Searching for a Specific Flaw in the Triage Flaws Page

Results and Reports

The Triage Flaws view in the Veracode Platform shows detailed information on each flaw detected during Veracode analyses of your application. You can search for flaws using one or several criteria, including negative criteria and wildcards.

Using One or More Criteria

In some cases, you may want to review a specific subset of the flaws in your application:

  • Flaws in a particular module or source file, or on a particular line number
  • Flaws in a particular category, for example, cross-site scripting, or CWE
  • Flaws you must fix to achieve policy compliance
  • Flaws that are very likely to be exploited
  • Very severe flaws
  • New flaws
  • Flaws involving a particular function
  • Flaws with pending, approved, or rejected mitigations
  • Flaws with a particular effort to fix
  • Any combination of the above

You can search for any of these criteria using the Search field at the top of the list of flaws. To search for a particular item:

  1. Choose the column you want to search on from the Search dropdown list.
  2. Enter your search criteria in the text box or select the appropriate criterion from the drop-down list.
  3. Click Go. The list of flaws filters by the search criterion entered, and the search criterion entered appears above the Triage Flaws toolbar.

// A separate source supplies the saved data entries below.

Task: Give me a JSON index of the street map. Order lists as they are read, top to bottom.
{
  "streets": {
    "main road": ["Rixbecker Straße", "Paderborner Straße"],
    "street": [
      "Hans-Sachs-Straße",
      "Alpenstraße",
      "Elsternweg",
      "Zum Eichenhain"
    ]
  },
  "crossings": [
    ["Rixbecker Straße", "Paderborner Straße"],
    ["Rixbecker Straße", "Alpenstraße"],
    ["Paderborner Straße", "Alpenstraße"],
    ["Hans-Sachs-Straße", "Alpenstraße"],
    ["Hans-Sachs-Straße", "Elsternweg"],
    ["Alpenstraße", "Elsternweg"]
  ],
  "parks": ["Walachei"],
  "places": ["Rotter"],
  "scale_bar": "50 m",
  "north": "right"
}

The flaw count to the left of the list of filter criteria tells you how many flaws your search returned. The Count column shows the number of duplicate flaws that were imported from the scan results. A duplicate flaw is determined when the same type of flaw is discovered on the same line of code, in the same file, within any given module.

You can filter the list of flaws by one or more search criteria.

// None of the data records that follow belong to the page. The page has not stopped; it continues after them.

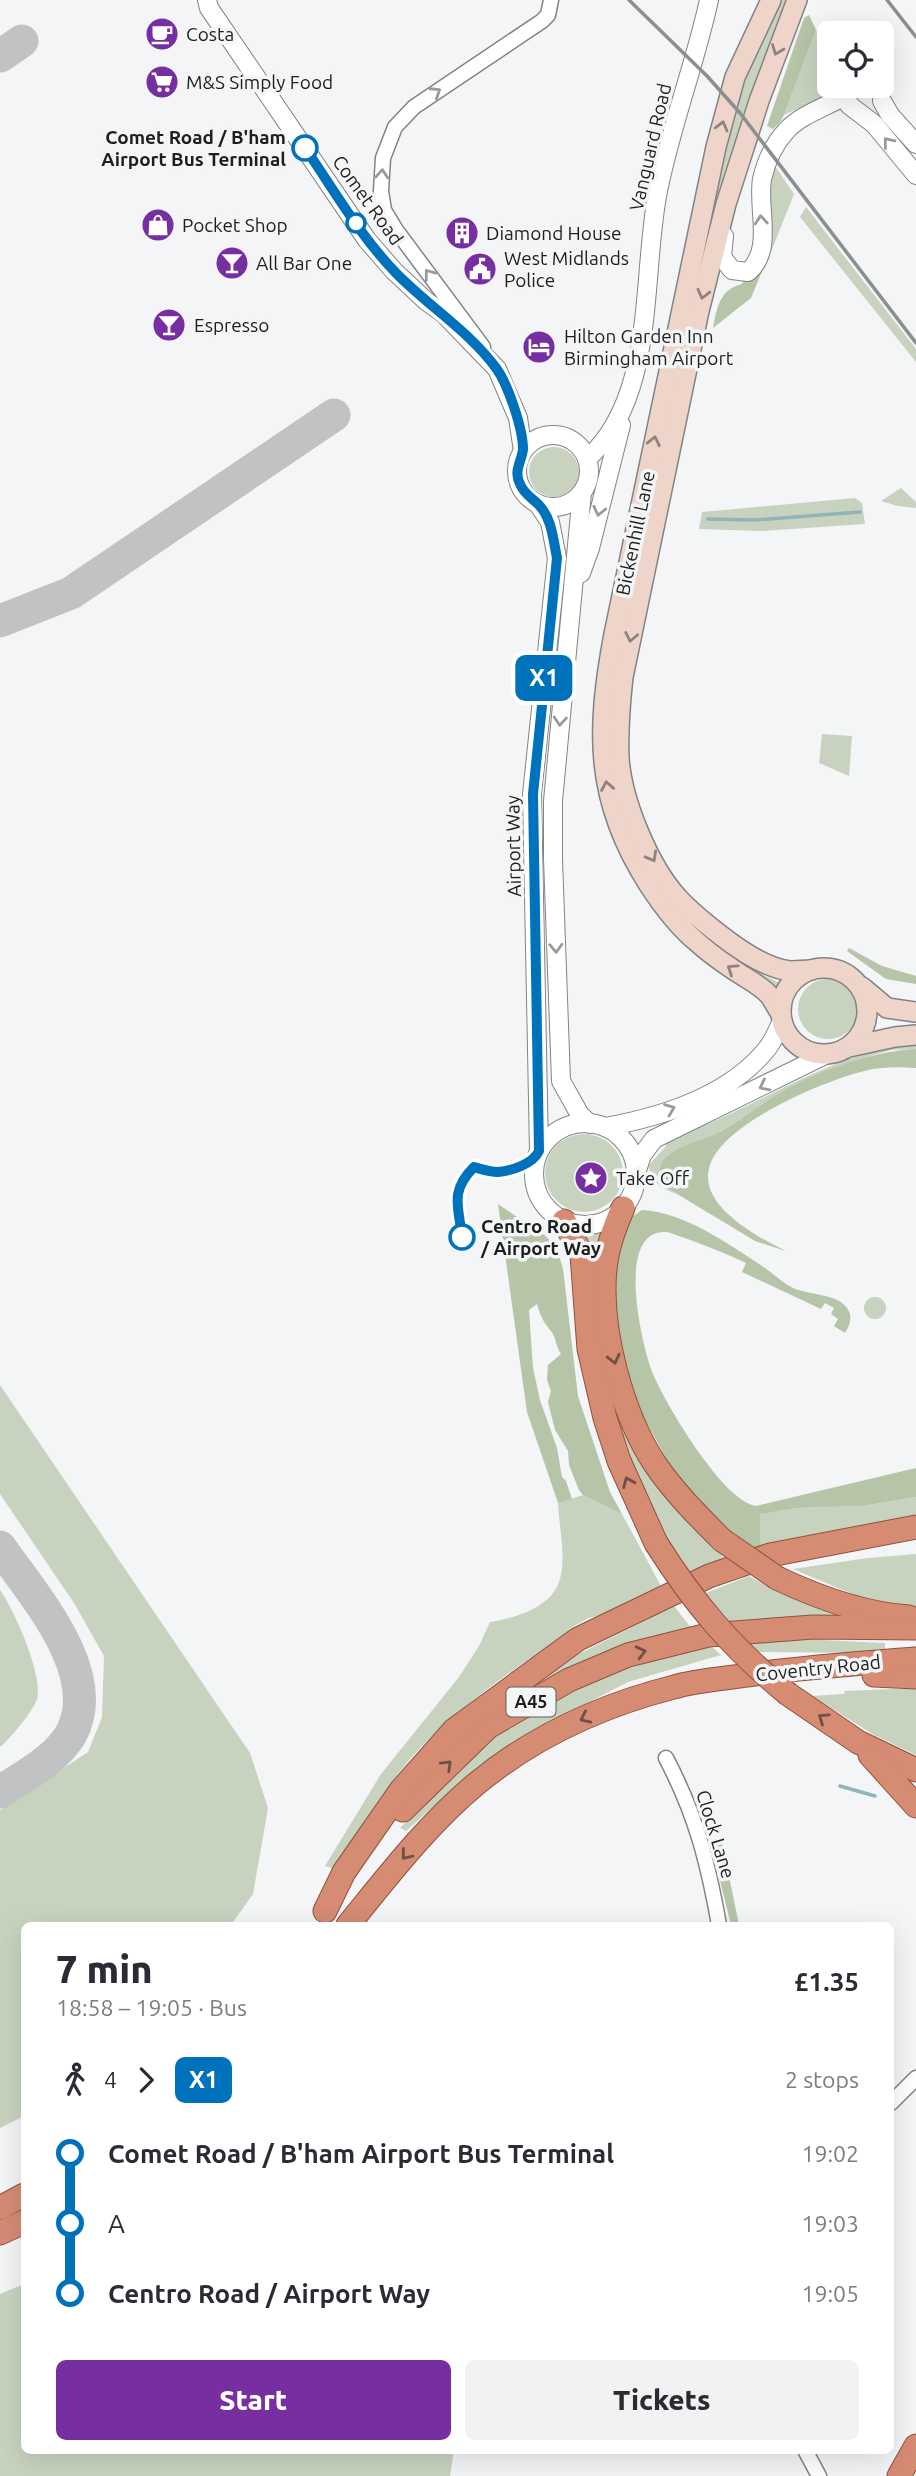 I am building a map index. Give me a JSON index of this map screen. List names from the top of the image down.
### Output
{
  "streets": {
    "highway": ["Coventry Road", "A45"],
    "main road": ["Bickenhill Lane"],
    "street": [
      "Vanguard Road",
      "Comet Road",
      "Airport Way",
      "Clock Lane"
    ]
  },
  "crossings": [
    ["Vanguard Road", "Airport Way"],
    ["Coventry Road", "A45"]
  ],
  "places": {
    "cafe": ["Costa"],
    "supermarket": ["M&S Simply Food"],
    "other": ["Comet Road / B'ham Airport Bus Terminal", "Centro Road / Airport Way"],
    "shop": ["Pocket Shop"],
    "building": ["Diamond House"],
    "bar": ["All Bar One", "Espresso"],
    "public building": ["West Midlands Police"],
    "hotel": ["Hilton Garden Inn Birmingham Airport"],
    "place": ["Take Off"]
  },
  "lines": ["bus line X1"],
  "page": {
    "on_map": "X1",
    "heading": ["7 min", "18:58 – 19:05 · Bus", "£1.35"],
    "legs": ["4", "X1", "2 stops"],
    "list": [
      {
        "name": "Comet Road / B'ham Airport Bus Terminal",
        "value": "19:02"
      },
      {
        "name": "A",
        "value": "19:03"
      },
      {
        "name": "Centro Road / Airport Way",
        "value": "19:05"
      }
    ],
    "buttons": ["Start", "Tickets"]
  }
}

Searching by Multiple Criteria

If you want to use multiple search criteria, for example, to find all cross-site scripting flaws in a given module, search by the first criterion, then enter the second criterion. Both search criteria appear above the Search field in the list of search criteria.

If you add more than three search criteria, click More to view the full list of search criteria.

Using Wildcards

Wildcard characters are automatically appended to text-based searches so that you receive the best set of results.

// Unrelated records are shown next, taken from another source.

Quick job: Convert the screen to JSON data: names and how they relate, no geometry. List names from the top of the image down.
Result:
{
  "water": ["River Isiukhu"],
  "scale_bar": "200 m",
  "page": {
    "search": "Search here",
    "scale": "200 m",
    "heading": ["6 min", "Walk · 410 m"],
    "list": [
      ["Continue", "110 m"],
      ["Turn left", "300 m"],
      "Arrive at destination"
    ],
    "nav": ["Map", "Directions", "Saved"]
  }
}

For example, if you search for categories flagged debug, the Veracode Platform returns all flaws in the Leftover Debug Code category.

Using Negative Criteria

You can specify a filter using a negative criterion, that is, is not equal to. You can use negative criteria to exclude a set of flaws from display, such as hiding all informational flaws (Severity=0).

To use a negative criterion:

  1. Choose the column by which you want to search from the Search dropdown list.
  2. Click the = button next to the list to toggle the button to the Not Equals (!=) state.
  3. Enter your search criterion in the text box, or select the appropriate criterion from the dropdown list.
  4. Click Go. The list of flaws filters by the search criterion entered, and the search criterion entered appears above the Triage Flaws toolbar.

Note: Two or more negative criteria are joined by an AND. This means that you can exclude more than one item, such as multiple CWE IDs or severities, from the display at once by adding each one as a negative criterion.

Removing Search Criteria

You can click on a search tag to remove that search criterion. The search list refilters to apply all search criteria except for the one that was removed.

If you have selected more than three search criteria, you can click More to show all criteria, then click on any item to remove it. Clicking Apply refilters the list.

Other Ways to Search

You can use the Fix First chart to quickly filter the list of flaws by combinations of severity of issue and ease of remediation. After you have established a filter, you can remove the search criteria as described above.